Extract the records in full, leaving every picture out.

** Saved data entries **
■ ■ ■ ■ ■

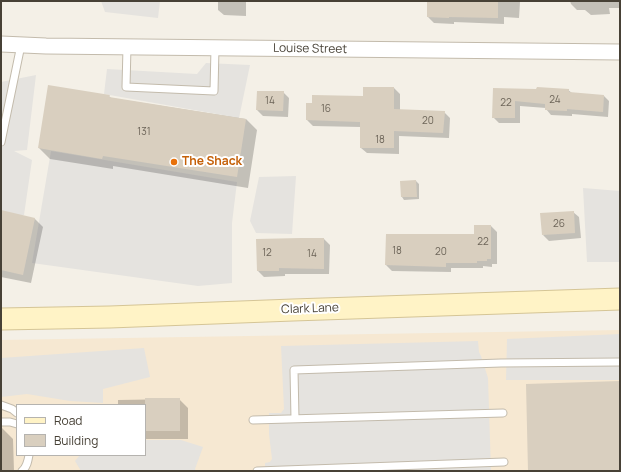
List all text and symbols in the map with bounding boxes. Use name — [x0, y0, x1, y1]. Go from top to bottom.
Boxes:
street label: Louise Street — [273, 41, 347, 57]
house number: 24 — [549, 94, 561, 106]
house number: 14 — [265, 95, 275, 107]
house number: 22 — [500, 97, 512, 109]
house number: 16 — [321, 103, 331, 115]
house number: 20 — [422, 115, 434, 127]
house number: 131 — [137, 126, 151, 138]
house number: 18 — [375, 134, 385, 146]
place label: The Shack — [182, 155, 242, 169]
marker: The Shack — [169, 157, 179, 167]
house number: 26 — [553, 218, 565, 230]
house number: 22 — [477, 236, 489, 248]
house number: 18 — [392, 245, 402, 257]
house number: 20 — [435, 246, 447, 258]
house number: 12 — [262, 247, 272, 259]
house number: 14 — [307, 248, 317, 260]
street label: Clark Lane — [281, 301, 339, 317]
legend — [16, 404, 146, 456]
text: Road — [54, 412, 82, 429]
text: Building — [54, 432, 98, 449]

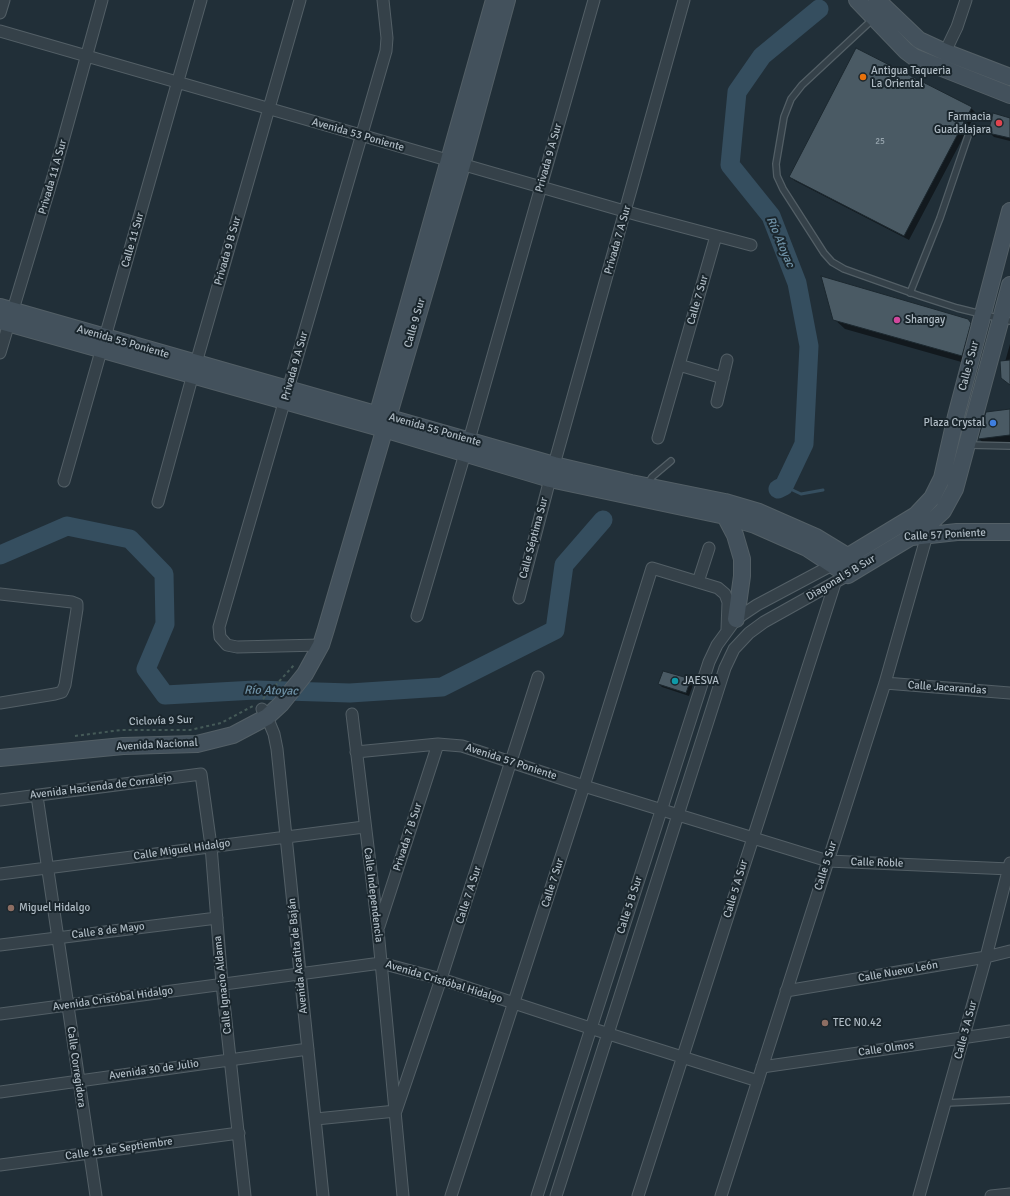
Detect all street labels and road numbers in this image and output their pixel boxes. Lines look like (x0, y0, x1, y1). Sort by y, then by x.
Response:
street label: Avenida 53 Poniente (310, 116, 406, 154)
street label: Privada 9 A Sur (533, 122, 565, 194)
street label: Privada 11 A Sur (36, 138, 70, 216)
street label: Privada 7 A Sur (602, 204, 634, 276)
street label: Calle 11 Sur (119, 211, 147, 269)
street label: Privada 9 B Sur (212, 215, 244, 287)
street label: Calle 7 Sur (685, 274, 711, 326)
street label: Calle 9 Sur (402, 297, 428, 349)
street label: Avenida 55 Poniente (75, 323, 171, 361)
street label: Privada 9 A Sur (279, 330, 311, 402)
street label: Calle 5 Sur (956, 340, 982, 392)
street label: Avenida 55 Poniente (387, 411, 483, 449)
street label: Calle Séptima Sur (517, 496, 551, 580)
street label: Calle 57 Poniente (904, 526, 986, 544)
street label: Diagonal 5 B Sur (804, 552, 878, 604)
street label: Calle Jacarandas (907, 679, 987, 697)
street label: Ciclovía 9 Sur (129, 713, 193, 729)
street label: Avenida Nacional (116, 736, 198, 754)
street label: Avenida 57 Poniente (464, 741, 558, 783)
street label: Avenida Hacienda de Corralejo (29, 772, 173, 802)
street label: Privada 7 B Sur (391, 801, 425, 873)
street label: Calle Miguel Hidalgo (133, 837, 231, 863)
street label: Calle 5 Sur (812, 840, 840, 892)
street label: Calle Independencia (361, 847, 385, 943)
street label: Calle Roble (850, 855, 904, 871)
street label: Calle 7 Sur (539, 857, 567, 909)
street label: Calle 5 A Sur (721, 858, 751, 920)
street label: Calle 7 A Sur (453, 864, 485, 926)
street label: Calle 5 B Sur (614, 874, 646, 936)
street label: Avenida Acatita de Baján (285, 897, 311, 1015)
street label: Calle 8 de Mayo (71, 920, 145, 942)
street label: Calle Ignacio Aldama (211, 935, 235, 1035)
street label: Avenida Cristóbal Hidalgo (384, 958, 504, 1006)
street label: Calle Nuevo León (857, 958, 939, 986)
street label: Avenida Cristóbal Hidalgo (52, 984, 174, 1014)
street label: Calle 3 A Sur (952, 999, 980, 1061)
street label: Calle Corregidora (64, 1026, 88, 1108)
street label: Calle Olmos (857, 1039, 915, 1059)
street label: Avenida 30 de Julio (108, 1057, 200, 1083)
street label: Calle 15 de Septiembre (65, 1135, 173, 1163)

■ ■ ■ ■ ■

** EXERCISE SOLUTION **
List all text and symbols in the map with bounding boxes. Use name — [x0, y0, x1, y1]. Go from top to bottom.
Boxes:
street label: Louise Street — [273, 41, 347, 57]
house number: 24 — [549, 94, 561, 106]
house number: 14 — [265, 95, 275, 107]
house number: 22 — [500, 97, 512, 109]
house number: 16 — [321, 103, 331, 115]
house number: 20 — [422, 115, 434, 127]
house number: 131 — [137, 126, 151, 138]
house number: 18 — [375, 134, 385, 146]
place label: The Shack — [182, 155, 242, 169]
marker: The Shack — [169, 157, 179, 167]
house number: 26 — [553, 218, 565, 230]
house number: 22 — [477, 236, 489, 248]
house number: 18 — [392, 245, 402, 257]
house number: 20 — [435, 246, 447, 258]
house number: 12 — [262, 247, 272, 259]
house number: 14 — [307, 248, 317, 260]
street label: Clark Lane — [281, 301, 339, 317]
legend — [16, 404, 146, 456]
text: Road — [54, 412, 82, 429]
text: Building — [54, 432, 98, 449]

Detect all street labels and road numbers in this image and output their pixel boxes. Lines look like (x0, y0, x1, y1). Sort by y, then by x.
Response:
street label: Avenida 53 Poniente (310, 116, 406, 154)
street label: Privada 9 A Sur (533, 122, 565, 194)
street label: Privada 11 A Sur (36, 138, 70, 216)
street label: Privada 7 A Sur (602, 204, 634, 276)
street label: Calle 11 Sur (119, 211, 147, 269)
street label: Privada 9 B Sur (212, 215, 244, 287)
street label: Calle 7 Sur (685, 274, 711, 326)
street label: Calle 9 Sur (402, 297, 428, 349)
street label: Avenida 55 Poniente (75, 323, 171, 361)
street label: Privada 9 A Sur (279, 330, 311, 402)
street label: Calle 5 Sur (956, 340, 982, 392)
street label: Avenida 55 Poniente (387, 411, 483, 449)
street label: Calle Séptima Sur (517, 496, 551, 580)
street label: Calle 57 Poniente (904, 526, 986, 544)
street label: Diagonal 5 B Sur (804, 552, 878, 604)
street label: Calle Jacarandas (907, 679, 987, 697)
street label: Ciclovía 9 Sur (129, 713, 193, 729)
street label: Avenida Nacional (116, 736, 198, 754)
street label: Avenida 57 Poniente (464, 741, 558, 783)
street label: Avenida Hacienda de Corralejo (29, 772, 173, 802)
street label: Privada 7 B Sur (391, 801, 425, 873)
street label: Calle Miguel Hidalgo (133, 837, 231, 863)
street label: Calle 5 Sur (812, 840, 840, 892)
street label: Calle Independencia (361, 847, 385, 943)
street label: Calle Roble (850, 855, 904, 871)
street label: Calle 7 Sur (539, 857, 567, 909)
street label: Calle 5 A Sur (721, 858, 751, 920)
street label: Calle 7 A Sur (453, 864, 485, 926)
street label: Calle 5 B Sur (614, 874, 646, 936)
street label: Avenida Acatita de Baján (285, 897, 311, 1015)
street label: Calle 8 de Mayo (71, 920, 145, 942)
street label: Calle Ignacio Aldama (211, 935, 235, 1035)
street label: Avenida Cristóbal Hidalgo (384, 958, 504, 1006)
street label: Calle Nuevo León (857, 958, 939, 986)
street label: Avenida Cristóbal Hidalgo (52, 984, 174, 1014)
street label: Calle 3 A Sur (952, 999, 980, 1061)
street label: Calle Corregidora (64, 1026, 88, 1108)
street label: Calle Olmos (857, 1039, 915, 1059)
street label: Avenida 30 de Julio (108, 1057, 200, 1083)
street label: Calle 15 de Septiembre (65, 1135, 173, 1163)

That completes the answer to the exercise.